Saturday, March 17, 2007



The 4 Corners and OP Conference, Olympia, WA Summer 1984








Jake Dillon and I drove his dad's 1967 VW bug cross-country in the Summer of 1984. OP magazine, an extremely hip new music zine put together by some freaks at KAOS radio at Evergreen College, was folding and having a get-together on what to do post-OP. (Turned out 2 magazines took over, Sound Choice and Option.) So Jake and I decided we would trek out for the conference. We arrived 2 weeks late partly because of regular problems with the bug, she was stripping wheel splines every 800 miles or so. (The bug eventually died with a thrown rod on the return in Minot, ND.)

I shot a bunch of super8 film on the road, and intended to show the reels in Olympia at the conference. I was shooting Kmart super8 that included process mailers, so I could mail my shot film and then expect them to be in Olympia when we got there. I also recorded audio on the trip, including a sequence at the 4 corners, where Utah, Colorado, New Mexico and Arizona meet, and was going to present an installation of the site in Olympia.

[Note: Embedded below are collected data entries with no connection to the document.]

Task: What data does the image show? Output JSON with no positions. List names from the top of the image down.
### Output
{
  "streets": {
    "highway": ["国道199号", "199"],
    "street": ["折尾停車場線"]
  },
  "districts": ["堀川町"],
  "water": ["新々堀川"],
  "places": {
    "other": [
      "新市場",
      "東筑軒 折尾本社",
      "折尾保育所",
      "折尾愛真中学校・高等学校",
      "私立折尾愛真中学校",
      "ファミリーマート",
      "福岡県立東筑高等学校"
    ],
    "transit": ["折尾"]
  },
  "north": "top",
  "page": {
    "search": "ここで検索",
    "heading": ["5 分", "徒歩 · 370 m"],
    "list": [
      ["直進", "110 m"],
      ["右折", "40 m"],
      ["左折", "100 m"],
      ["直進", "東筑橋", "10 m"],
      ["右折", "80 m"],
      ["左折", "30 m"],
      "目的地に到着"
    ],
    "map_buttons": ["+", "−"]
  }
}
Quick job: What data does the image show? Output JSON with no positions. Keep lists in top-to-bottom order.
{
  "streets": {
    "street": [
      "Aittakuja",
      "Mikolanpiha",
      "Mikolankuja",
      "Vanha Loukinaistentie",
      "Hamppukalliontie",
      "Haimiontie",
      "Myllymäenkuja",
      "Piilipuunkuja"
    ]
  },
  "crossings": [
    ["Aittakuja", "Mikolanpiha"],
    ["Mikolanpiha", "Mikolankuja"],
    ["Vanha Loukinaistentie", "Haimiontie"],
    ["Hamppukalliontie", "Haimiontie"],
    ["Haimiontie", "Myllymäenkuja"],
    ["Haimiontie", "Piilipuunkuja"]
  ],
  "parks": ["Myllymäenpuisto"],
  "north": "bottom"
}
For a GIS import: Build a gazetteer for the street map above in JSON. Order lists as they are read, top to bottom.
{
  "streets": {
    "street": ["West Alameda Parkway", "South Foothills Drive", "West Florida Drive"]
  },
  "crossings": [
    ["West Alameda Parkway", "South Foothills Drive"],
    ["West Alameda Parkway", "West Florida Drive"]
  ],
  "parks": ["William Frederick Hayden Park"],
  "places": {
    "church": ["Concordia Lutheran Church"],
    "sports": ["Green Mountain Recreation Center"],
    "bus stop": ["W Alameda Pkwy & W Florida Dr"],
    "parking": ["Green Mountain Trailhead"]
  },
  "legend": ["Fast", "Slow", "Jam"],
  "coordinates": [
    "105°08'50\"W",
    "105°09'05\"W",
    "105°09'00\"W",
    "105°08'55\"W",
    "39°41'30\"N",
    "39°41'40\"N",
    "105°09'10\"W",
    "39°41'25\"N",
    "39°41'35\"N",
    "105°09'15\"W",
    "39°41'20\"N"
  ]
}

In San Francisco we stayed with friends in the Golden Gate Park panhandle area and went to a Dead concert at the Greek Theater. The night we arrived a Good Year blimp circled above the rooftops and the birthday party we had arrived for. My backpack was stolen from the car, with clothes, sleeping bag and s8 splicer.

Robin James was our host in Olympia, the author of the Cassette-Mythos guide to cassette culture. Robin wrote many reviews of cassette releases for the pages of OP. Olympia Media Exchange founder Jeffrey Bartone was also living at Robin's apartment at the time. Bartone invited us on to his KAOS radio show, where I stuck paper into a fan's blades and cried "Herman! Herman!" in a spontaneous show of Americana. Bartone also put together a film show at the Smithfield Cafe in downtown Olympia that featured Bruce Baillie showing films on 2 projectors and I projected my travel footage in the outdoor alley, using 1 projector to throw a loop of the VW on itself, giving an impression of it turning 360 degrees, while another projected from inside the VW onto the alley wall.

While we didn't experience the OP conference, perhaps our time in Olympia was better spent doing our own thing, with less music business purpose. OP was extremely influential at the time, being the first college radio music magazine that covered every type of music you could imagine and represented everyone from major jazz artists to micro-home label weirdos like us. It was a great networking tool and introduced many artists to each others work through reviews, interviews etc. Those were the days.